GREENVILLE—Franciscan Father Patrick Tuttle’s resumé could easily be from a priest who has served far longer than 25 years.
Especially noteworthy is what he, and his parish, have accomplished together in his past 15 years as pastor of St. Anthony of Padua Church.
When he arrived in 1994, St. Anthony was a small parish of around 200 registered members, serving an area that was primarily low-income, African American Greenvillians.
Today, parish membership tops 1,000, a cause for celebration as Father Tuttle and the parish community celebrate his 25th jubilee.
“The ministry here has been very fruitful,” Father Tuttle said recently, while driving to celebrate morning Mass at the Monastery of St. Clare in Travelers Rest, a trip he makes four times a week.

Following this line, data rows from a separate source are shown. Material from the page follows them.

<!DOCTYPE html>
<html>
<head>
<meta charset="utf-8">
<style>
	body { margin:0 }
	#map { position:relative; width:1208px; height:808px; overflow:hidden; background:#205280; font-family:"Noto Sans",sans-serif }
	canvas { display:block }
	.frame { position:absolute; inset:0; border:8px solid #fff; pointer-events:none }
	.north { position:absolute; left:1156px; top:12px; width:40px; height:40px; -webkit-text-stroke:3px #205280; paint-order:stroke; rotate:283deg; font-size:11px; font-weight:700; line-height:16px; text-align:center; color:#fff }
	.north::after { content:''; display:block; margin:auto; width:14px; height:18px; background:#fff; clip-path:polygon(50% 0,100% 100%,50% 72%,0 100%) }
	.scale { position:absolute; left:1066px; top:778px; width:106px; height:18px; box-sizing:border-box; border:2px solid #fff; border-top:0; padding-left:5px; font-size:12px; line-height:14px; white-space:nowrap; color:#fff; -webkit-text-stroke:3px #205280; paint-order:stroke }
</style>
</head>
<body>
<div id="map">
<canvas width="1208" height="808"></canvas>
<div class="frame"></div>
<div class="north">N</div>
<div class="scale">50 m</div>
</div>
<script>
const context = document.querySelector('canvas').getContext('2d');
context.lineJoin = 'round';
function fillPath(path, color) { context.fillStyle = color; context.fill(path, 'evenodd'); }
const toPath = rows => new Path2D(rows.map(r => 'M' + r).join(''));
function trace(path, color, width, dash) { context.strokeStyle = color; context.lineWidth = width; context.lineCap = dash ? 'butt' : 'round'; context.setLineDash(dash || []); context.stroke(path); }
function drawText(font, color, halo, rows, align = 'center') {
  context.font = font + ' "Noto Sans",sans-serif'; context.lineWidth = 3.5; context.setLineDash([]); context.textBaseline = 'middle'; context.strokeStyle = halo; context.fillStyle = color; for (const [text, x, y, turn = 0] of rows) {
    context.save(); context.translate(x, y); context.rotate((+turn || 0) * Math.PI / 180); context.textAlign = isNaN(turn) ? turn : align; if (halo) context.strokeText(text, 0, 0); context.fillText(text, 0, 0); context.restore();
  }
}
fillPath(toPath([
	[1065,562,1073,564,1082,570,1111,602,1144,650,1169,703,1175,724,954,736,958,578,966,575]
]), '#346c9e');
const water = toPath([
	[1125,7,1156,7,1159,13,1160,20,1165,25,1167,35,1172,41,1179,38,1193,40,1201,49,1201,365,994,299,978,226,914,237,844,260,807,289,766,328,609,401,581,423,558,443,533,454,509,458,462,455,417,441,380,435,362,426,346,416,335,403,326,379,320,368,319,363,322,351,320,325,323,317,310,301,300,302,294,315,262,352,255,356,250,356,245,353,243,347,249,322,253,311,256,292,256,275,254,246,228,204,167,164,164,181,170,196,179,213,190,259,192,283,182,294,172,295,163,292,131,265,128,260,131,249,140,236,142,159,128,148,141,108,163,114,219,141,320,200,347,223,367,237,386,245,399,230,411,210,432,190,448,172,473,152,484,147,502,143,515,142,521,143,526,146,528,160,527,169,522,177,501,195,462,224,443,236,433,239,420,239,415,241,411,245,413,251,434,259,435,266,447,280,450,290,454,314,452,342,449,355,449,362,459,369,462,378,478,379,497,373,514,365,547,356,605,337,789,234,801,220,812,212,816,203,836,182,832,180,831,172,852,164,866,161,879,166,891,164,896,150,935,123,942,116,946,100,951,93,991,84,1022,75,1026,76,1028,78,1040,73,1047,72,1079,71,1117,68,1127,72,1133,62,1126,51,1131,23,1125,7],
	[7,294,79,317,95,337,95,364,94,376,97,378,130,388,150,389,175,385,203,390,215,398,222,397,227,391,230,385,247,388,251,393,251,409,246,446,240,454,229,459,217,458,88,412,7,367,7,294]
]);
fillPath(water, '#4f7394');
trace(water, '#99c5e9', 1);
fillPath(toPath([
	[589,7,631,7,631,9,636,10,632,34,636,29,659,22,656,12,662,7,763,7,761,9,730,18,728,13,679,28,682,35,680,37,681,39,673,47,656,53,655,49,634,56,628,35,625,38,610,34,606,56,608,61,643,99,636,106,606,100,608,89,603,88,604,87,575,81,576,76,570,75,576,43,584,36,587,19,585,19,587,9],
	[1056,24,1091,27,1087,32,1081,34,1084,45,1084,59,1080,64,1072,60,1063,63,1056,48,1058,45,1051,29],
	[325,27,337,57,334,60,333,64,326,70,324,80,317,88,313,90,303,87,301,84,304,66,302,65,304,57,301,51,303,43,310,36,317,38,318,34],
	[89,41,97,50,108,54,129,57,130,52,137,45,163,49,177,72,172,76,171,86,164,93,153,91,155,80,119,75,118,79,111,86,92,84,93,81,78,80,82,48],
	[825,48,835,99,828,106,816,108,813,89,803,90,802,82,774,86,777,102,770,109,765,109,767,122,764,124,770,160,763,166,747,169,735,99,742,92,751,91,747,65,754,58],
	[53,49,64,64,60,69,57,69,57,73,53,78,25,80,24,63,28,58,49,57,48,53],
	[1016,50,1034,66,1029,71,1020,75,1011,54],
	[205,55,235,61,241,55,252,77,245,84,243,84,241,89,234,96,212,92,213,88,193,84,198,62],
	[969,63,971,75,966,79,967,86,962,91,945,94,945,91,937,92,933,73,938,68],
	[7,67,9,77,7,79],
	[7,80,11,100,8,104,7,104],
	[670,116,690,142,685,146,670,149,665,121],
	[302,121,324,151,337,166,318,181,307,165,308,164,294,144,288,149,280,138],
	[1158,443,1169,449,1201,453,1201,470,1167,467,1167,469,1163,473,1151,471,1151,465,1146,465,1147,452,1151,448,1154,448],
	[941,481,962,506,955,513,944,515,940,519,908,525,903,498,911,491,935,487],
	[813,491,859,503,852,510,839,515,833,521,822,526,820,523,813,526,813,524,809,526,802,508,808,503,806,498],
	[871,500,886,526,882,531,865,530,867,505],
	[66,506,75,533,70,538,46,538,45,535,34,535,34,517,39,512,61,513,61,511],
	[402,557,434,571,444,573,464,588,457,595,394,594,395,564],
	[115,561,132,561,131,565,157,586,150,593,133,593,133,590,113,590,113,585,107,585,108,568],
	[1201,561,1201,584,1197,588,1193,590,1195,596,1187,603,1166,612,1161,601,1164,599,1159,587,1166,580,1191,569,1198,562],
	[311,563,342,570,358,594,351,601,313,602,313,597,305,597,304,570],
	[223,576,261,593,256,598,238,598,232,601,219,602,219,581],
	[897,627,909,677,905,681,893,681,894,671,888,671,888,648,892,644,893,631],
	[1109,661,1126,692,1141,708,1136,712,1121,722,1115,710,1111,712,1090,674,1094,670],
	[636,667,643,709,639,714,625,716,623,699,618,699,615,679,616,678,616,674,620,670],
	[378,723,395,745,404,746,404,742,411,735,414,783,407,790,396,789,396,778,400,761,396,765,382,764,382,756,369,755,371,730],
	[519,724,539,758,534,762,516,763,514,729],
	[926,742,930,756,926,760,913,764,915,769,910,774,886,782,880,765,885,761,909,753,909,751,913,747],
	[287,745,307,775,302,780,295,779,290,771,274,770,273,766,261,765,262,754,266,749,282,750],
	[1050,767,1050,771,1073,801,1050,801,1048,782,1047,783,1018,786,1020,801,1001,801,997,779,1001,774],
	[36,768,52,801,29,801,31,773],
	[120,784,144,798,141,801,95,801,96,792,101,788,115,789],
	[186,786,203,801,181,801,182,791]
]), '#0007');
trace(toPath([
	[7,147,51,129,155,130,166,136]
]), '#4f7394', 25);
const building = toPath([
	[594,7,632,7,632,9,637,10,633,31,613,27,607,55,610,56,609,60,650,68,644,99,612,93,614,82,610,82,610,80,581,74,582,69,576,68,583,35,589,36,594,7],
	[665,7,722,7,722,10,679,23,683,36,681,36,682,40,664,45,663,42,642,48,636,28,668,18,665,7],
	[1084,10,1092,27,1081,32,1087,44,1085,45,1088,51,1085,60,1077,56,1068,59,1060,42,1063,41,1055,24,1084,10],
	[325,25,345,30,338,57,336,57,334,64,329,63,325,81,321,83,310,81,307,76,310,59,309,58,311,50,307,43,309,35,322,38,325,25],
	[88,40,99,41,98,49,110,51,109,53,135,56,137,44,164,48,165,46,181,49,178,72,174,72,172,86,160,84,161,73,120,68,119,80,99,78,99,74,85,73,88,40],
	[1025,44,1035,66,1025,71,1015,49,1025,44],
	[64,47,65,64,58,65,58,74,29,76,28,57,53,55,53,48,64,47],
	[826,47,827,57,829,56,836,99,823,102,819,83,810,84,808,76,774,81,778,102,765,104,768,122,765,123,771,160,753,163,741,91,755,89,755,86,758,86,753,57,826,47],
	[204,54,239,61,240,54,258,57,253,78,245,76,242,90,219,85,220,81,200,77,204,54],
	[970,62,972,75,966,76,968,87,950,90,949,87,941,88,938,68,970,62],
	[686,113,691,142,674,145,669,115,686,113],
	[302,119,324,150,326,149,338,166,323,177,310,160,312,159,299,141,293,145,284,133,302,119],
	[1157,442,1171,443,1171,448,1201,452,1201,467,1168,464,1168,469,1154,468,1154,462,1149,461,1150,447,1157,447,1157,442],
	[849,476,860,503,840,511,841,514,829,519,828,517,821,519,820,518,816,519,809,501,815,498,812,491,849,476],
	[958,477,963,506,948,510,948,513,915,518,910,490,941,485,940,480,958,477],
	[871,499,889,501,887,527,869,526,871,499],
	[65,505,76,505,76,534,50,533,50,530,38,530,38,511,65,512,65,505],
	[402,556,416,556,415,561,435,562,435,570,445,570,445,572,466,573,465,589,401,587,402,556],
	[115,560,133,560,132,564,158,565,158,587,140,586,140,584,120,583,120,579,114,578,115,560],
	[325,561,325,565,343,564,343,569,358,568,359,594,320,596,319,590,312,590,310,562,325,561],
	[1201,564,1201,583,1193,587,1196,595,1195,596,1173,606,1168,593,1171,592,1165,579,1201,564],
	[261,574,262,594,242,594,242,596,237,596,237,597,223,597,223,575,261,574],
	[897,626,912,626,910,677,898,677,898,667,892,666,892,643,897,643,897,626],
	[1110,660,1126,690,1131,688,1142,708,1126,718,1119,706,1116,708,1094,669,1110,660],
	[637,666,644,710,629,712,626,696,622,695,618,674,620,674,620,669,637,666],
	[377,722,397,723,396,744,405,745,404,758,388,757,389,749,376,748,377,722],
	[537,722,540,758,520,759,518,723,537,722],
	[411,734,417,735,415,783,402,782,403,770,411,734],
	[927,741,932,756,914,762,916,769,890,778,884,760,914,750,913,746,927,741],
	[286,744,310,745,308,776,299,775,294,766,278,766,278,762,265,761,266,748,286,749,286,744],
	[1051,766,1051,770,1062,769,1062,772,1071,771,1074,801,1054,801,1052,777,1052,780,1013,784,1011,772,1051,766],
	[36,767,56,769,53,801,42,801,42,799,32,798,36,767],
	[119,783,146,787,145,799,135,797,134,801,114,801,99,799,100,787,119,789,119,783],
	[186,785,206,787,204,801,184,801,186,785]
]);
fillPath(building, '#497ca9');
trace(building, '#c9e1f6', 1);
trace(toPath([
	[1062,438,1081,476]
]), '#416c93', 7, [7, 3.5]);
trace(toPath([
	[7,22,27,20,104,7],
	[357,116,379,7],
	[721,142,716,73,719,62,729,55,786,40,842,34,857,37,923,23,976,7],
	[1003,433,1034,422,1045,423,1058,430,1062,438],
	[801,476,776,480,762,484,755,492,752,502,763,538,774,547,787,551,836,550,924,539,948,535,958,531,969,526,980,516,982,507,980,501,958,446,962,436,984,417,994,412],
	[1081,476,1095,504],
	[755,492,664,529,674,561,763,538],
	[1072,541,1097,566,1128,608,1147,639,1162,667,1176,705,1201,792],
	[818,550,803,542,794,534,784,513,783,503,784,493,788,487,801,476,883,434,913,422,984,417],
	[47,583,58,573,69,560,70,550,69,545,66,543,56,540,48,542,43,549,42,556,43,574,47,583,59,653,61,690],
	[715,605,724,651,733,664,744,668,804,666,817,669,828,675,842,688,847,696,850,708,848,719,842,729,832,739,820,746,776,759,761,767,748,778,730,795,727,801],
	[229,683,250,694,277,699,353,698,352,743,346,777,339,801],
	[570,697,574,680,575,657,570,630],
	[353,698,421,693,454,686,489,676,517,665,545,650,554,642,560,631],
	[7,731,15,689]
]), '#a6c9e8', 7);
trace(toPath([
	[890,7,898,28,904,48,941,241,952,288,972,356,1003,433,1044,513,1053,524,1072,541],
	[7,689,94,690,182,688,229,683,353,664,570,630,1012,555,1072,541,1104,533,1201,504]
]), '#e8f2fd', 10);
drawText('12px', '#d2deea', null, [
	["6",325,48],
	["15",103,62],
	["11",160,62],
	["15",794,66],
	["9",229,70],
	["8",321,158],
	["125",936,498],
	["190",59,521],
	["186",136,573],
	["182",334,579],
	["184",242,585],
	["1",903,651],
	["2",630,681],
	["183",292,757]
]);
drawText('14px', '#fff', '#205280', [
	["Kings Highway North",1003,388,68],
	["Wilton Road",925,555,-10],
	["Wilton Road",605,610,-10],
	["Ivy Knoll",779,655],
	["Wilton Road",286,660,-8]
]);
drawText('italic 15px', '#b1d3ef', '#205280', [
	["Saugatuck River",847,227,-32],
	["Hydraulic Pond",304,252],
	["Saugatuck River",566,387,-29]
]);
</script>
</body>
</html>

Born in Hartford, Conn., Father Tuttle is from a family of six children, with four sisters and a brother. He also has nine nieces and nephews, all beautiful children, he said.
Father Tuttle was called to serve even as a teen, when he was youth minister at his local church, St. John Fisher, before graduating high school there. He also started a couple of businesses, including carpet cleaning, to make ends meet.
“As one of six kids, my family wasn’t of significant financial means,” he said. That inspired his businesses and his time as youth minister at the church.
“Peer ministry was big at that time,” Father Tuttle said. It was a ministry he enjoyed, an enthusiasm his pastor and others noted as well, to the point of offering to pay for his education at Siena College in Albany, N.Y.
He earned an undergraduate degree at Siena, with a major in social work and a minor in philosophy. But it was his exposure to the Franciscans that stood out during that time.
“I was very taken by the Friars; their life together and their work,” he said. “Some of them were university professors, others were involved in politics and government. They were a remarkable group of men who laughed harder than any group I had ever heard laugh. They prayed beautifully together and then they went out and worked in very impactful circumstances.”
Father Tuttle joined the Franciscans upon graduating Siena College. Ironically, his first assignment following his ordination sent him back to Siena College, where he served as a campus friar. Among the students was his youngest sister, Margaret.
He also served as campus minister at Duke University and St. Bonaventure University in New York.
In 2005, Father Tuttle was sent to the South, an assignment he welcomed.
“I remember the Church being very mission focused and evangelistic because of the small number of Catholics at the time,” he said.
The young priest was assigned as campus minister at Furman University and as a supply priest to area parishes. During his time at Furman, the school’s CSA membership grew from 20 students to more than 400, a trend that mirrors his time at St. Anthony.
Father Tuttle is proud of his parish, which is actively engaged in ministry for the poor and disenfranchised in Greenville County.
Still, more needs to be done within the rapidly changing community, he said. What he calls his three “rallying cries” are gentrification, predatory lending and quality education; issues he feels called upon to change through action and prayer.
Poor Clare Sister Mary Ann describes Father Tuttle as “very dedicated” to his life as a Franciscan.
“Father Pat is very generous with his time,” Sister Mary Ann said. “I know he’s very busy and I don’t know how he does it all.”
His drive to help stretches back to his early formation days and the influence of Franciscan Father Dan McLellan, who was director of formation for Holy Name Province then and is now pastor of St. Andrew Church in Clemson.
“He has been a very steady, powerful and effective face of the Franciscan order for me,” Father Tuttle said, adding that they talk regularly.
Though his future is in God’s hands, Father Tuttle said he enjoys his ministry at St. Anthony.
“I’ve never been in a ministry where I’ve learned so much, and I’m drawn to learn more, especially about racial issues and the ways the church can be respected by and affect the lives of a city,” he said.
“The treasure that the African American Church has to give to the rest of the Church is wholly unknown, and the wider church suffers a massive poverty without it,” he continued.